## WHAT YOU SHOULD DO
State how many lines in the entries below include the string "look", and give nothing beyond that number.

## TASK DATA
++++++++++
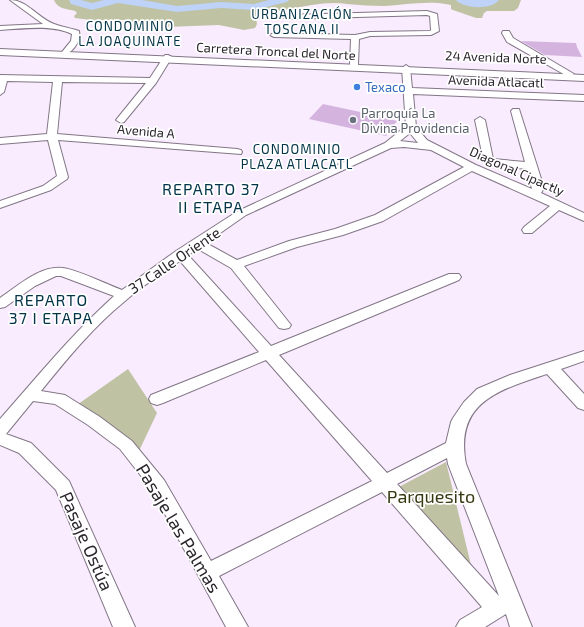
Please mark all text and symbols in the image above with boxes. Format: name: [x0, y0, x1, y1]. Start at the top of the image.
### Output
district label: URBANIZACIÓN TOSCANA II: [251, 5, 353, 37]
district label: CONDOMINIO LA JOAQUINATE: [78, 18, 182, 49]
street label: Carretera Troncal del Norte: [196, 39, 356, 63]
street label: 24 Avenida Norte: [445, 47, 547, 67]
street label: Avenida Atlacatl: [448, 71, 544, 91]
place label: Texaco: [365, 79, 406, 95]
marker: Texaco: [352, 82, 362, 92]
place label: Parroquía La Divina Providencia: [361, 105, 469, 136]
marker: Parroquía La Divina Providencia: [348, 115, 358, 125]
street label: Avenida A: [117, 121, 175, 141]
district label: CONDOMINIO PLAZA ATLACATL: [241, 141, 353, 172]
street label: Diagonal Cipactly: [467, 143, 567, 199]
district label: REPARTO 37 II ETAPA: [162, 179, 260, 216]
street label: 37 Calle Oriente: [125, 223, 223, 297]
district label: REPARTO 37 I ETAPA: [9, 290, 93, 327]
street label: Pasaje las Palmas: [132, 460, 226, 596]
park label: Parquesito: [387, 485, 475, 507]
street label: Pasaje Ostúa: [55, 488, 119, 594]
++++++++++
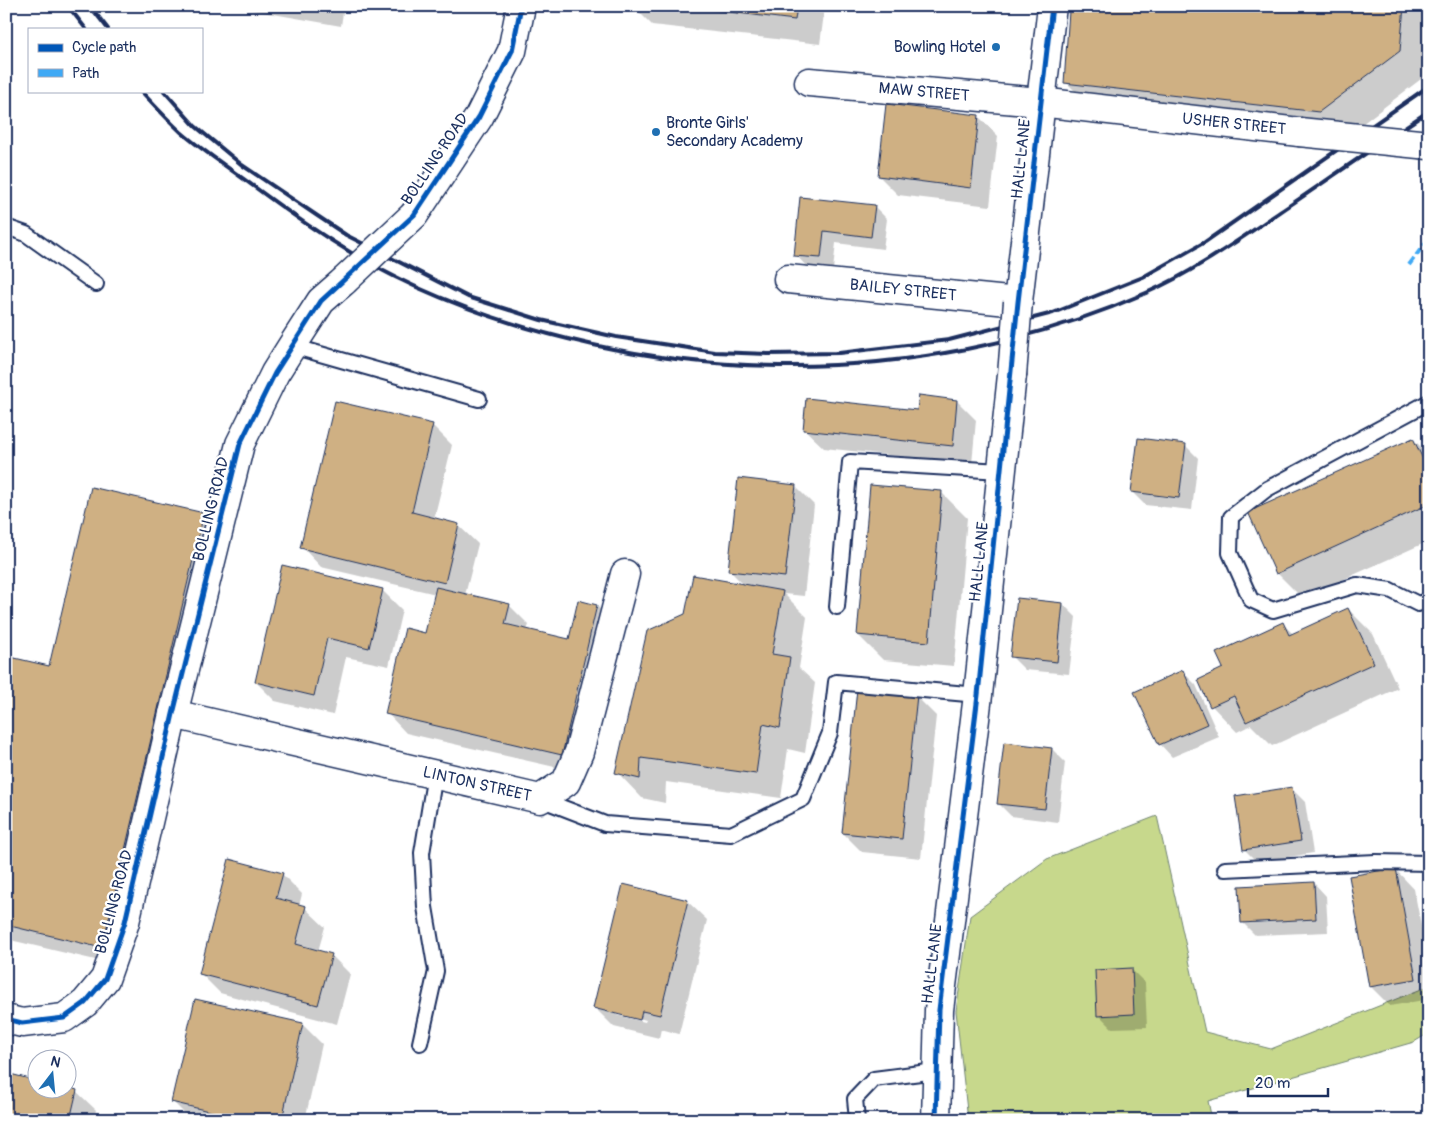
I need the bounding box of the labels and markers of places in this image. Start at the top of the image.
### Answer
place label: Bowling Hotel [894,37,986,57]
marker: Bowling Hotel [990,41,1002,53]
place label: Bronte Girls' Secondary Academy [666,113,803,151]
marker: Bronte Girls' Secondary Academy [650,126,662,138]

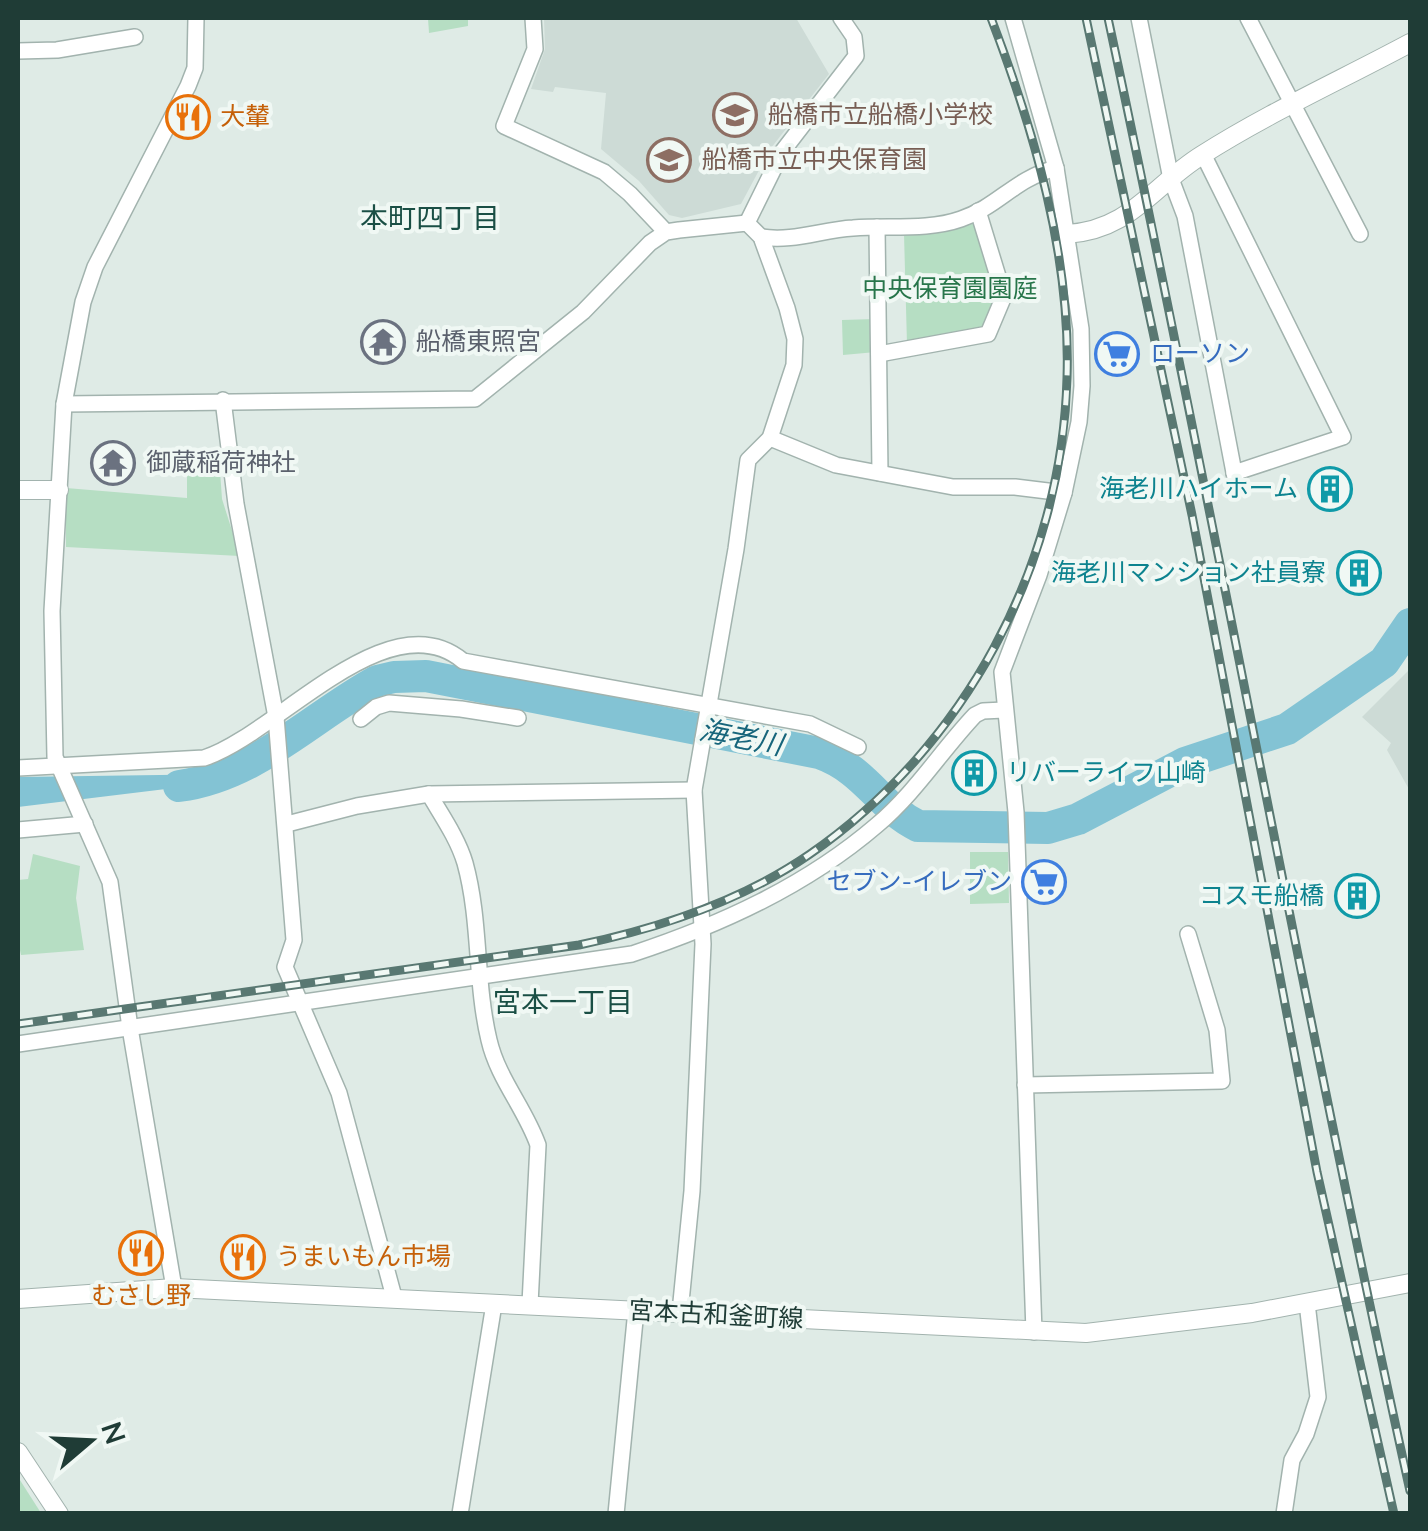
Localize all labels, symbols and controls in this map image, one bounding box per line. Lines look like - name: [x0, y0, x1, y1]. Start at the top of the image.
++++++++++
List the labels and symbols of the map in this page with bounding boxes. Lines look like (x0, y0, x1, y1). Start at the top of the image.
++++++++++
## RESPONSE
2